Increasing fuel prices amid the surge in oil on the international market contaminates the entire Brazilian economic chain; Forecasts point to the goal ceiling burst for the second year in a row
The mega-increase in fuel prices announced by Petrobras last week led to a wave of upward revisions to expectations for the inflation in 2022. The impact of the rise in gasoline (18.8%), diesel (24.9%) and cooking gas (16.1%) should spread throughout the Brazilian economic chain and put pressure on the price of several products, mainly food and services, with strength concentrated in transport. The propulsion in response to the war in Ukraine makes analysts see the Broad Consumer Price Index (IPCA) above 7% at the end of this year — more than double the 3.5% target pursued by the Central Bank (BC), with limits between 2% and 5%. If it materializes, it will be the second consecutive year that the monetary authority bursts the ceiling. In 2021, inflation ended at 10.06%, the highest level in six years.

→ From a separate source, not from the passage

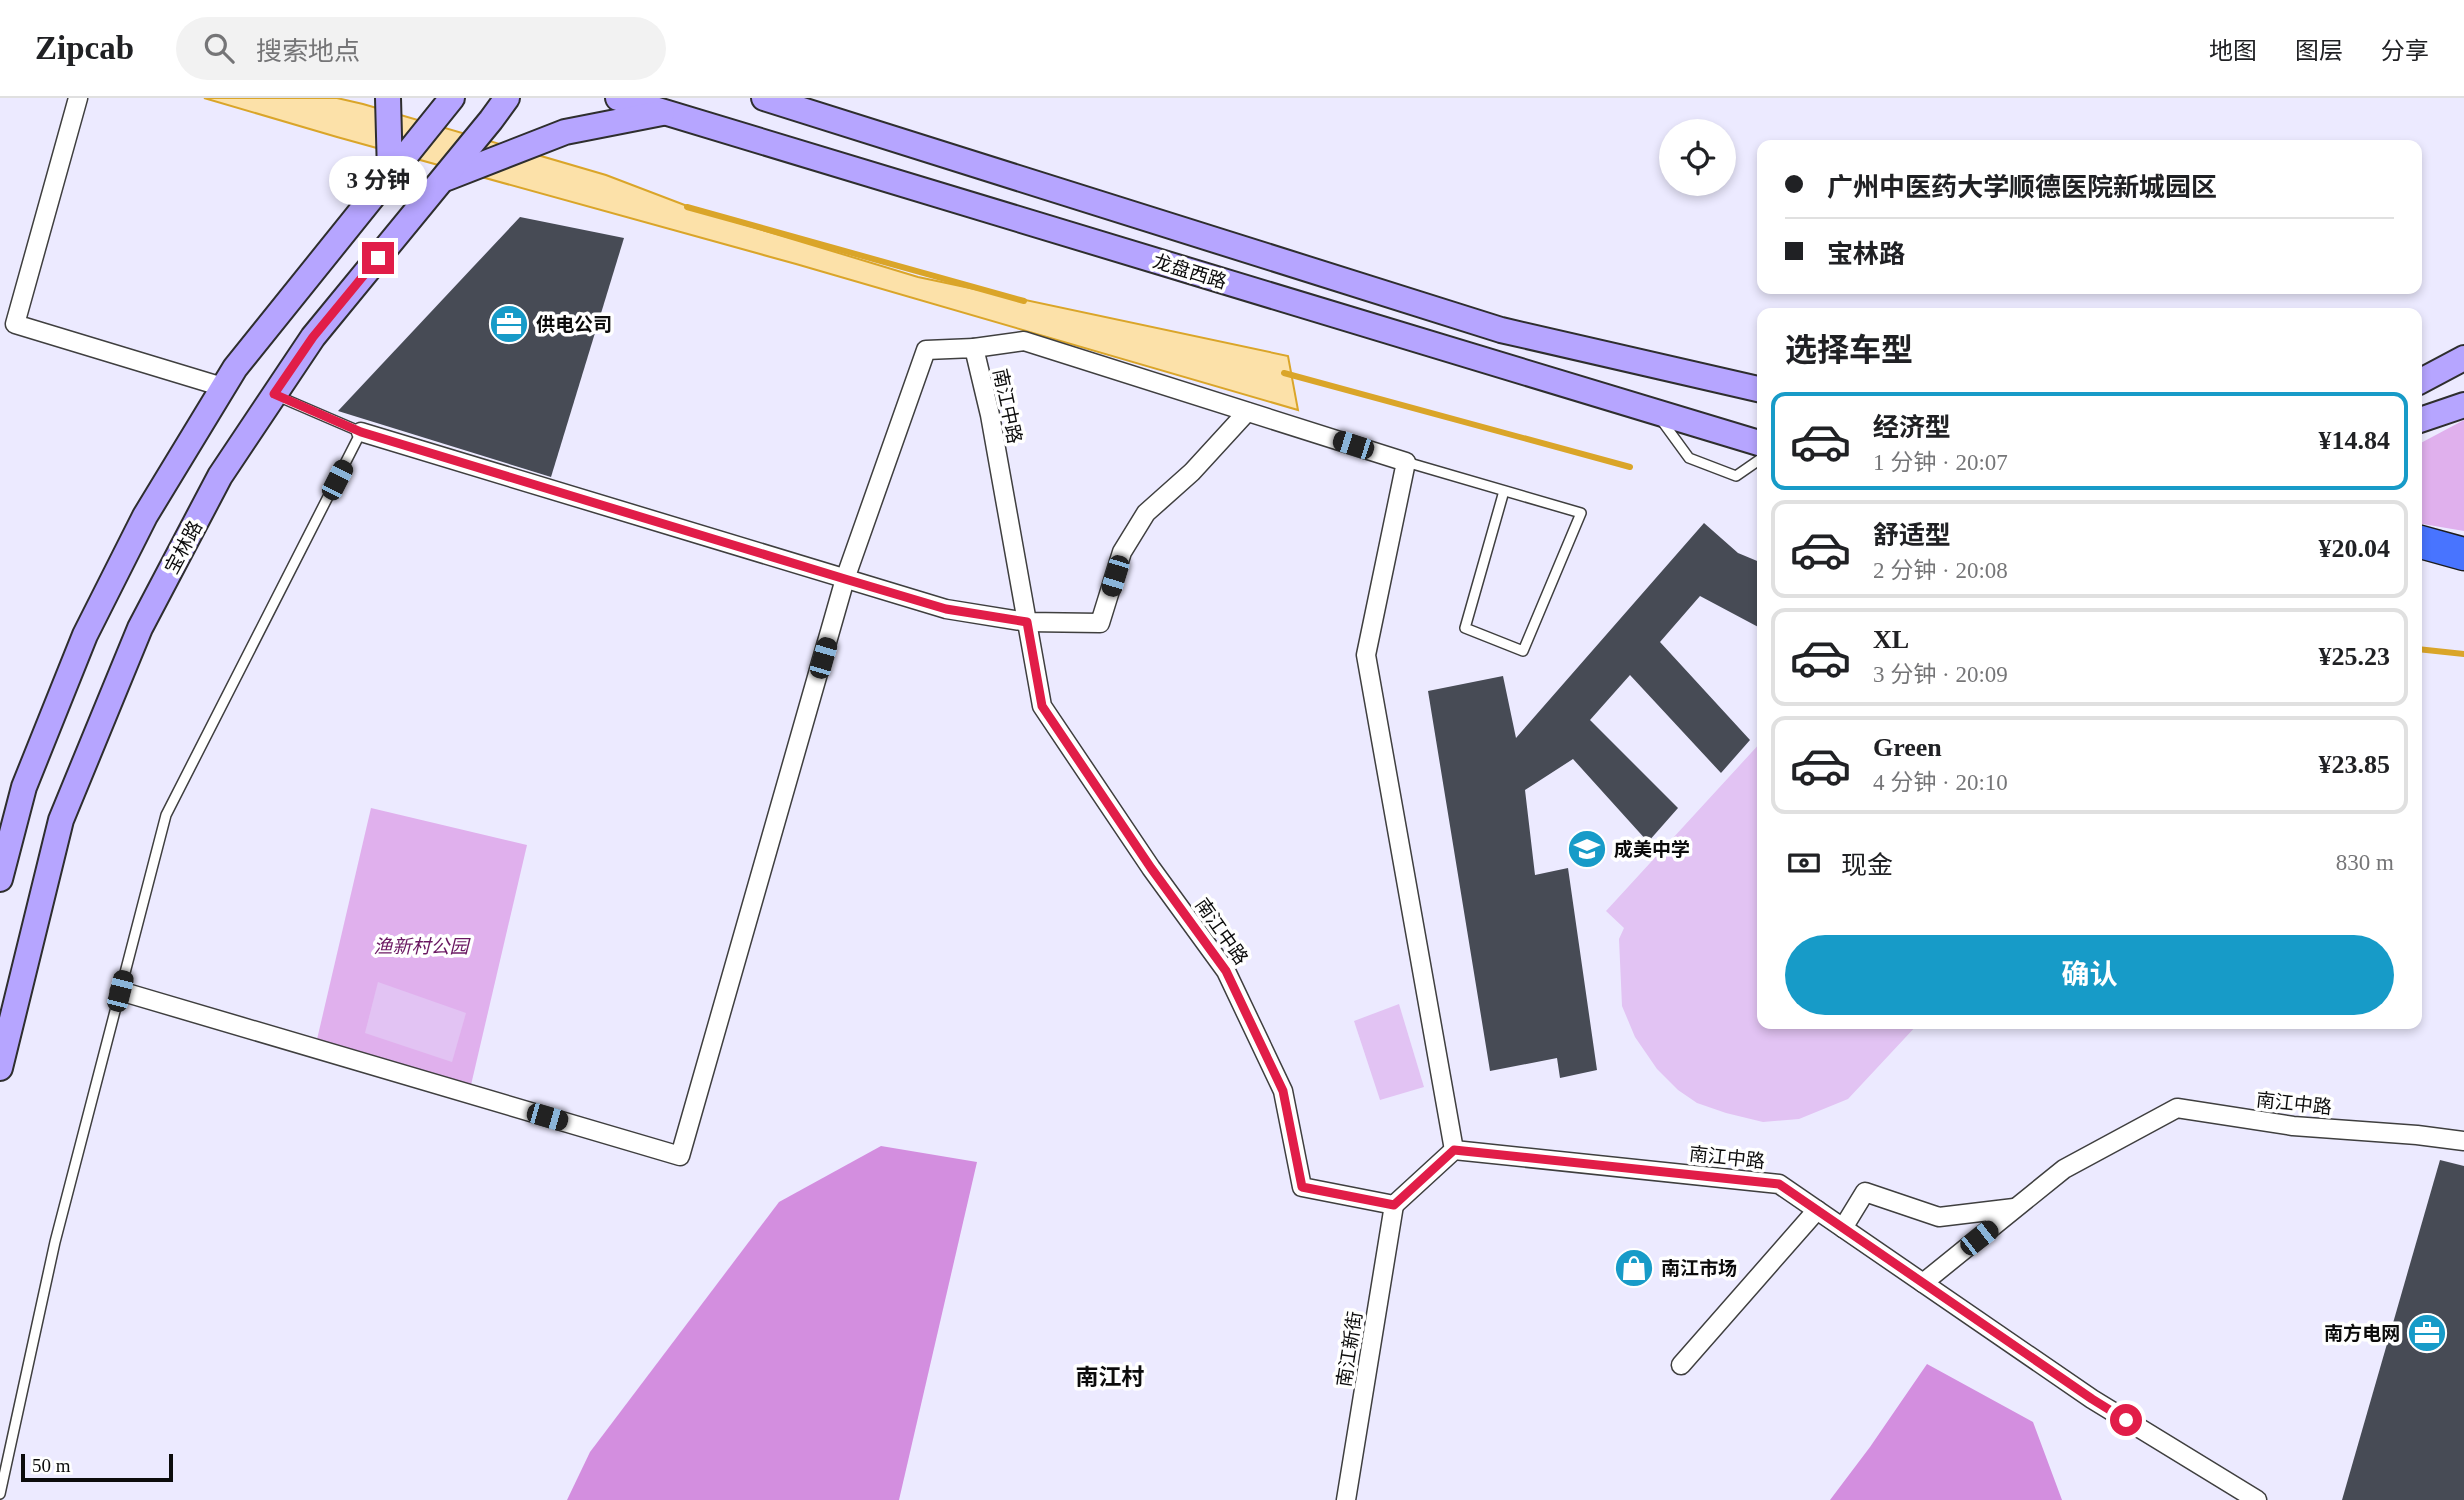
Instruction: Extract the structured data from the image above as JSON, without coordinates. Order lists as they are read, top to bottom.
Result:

In addition to the immediate effects at the pumps, which are already showing a value above R$ 7 per liter of gasoline, Brazil’s high dependence on road transport will lead to a rise in several other sectors. The cascading effect made the coordinator of the Price Index of Fundação Getulio Vargas (FGV), André Braz, raise the expectation with inflation to 7.1% at the end of this year. Although the measures approved by the Legislature to lower the price at gas stations indicate some relief, the economist points out a series of other oil-derived products that will not be impacted by the tax reduction or the bonuses distributed by the government. “We have plastic packaging, automobile resins, the part of pipes and connections in civil construction, the fertilizers used in agribusiness. It’s a huge amount of products that are going to get more expensive for consumers,” he says.
Along the same lines, the Credit Suisse bank revised its expectation with inflation from 6.2% to 7%. In a note, the European institution emphasizes that the new level considers the transfer to consumers of only a portion of the readjustment practiced in the refineries. If the account is transferred in full, the projection points to an increase of 7.8%. Bank of America (BofA) also raised the estimate from 5% to 6.5%, citing the pressures generated by the increase in commodities, especially energy and agriculture. Brazilian analysts predict the IPCA at 5.65%, according to Boletim Focus, a weekly survey by the BC with more than a hundred institutions. The level has been revised in eight consecutive weeks and should be changed again in the edition of next Monday, 14.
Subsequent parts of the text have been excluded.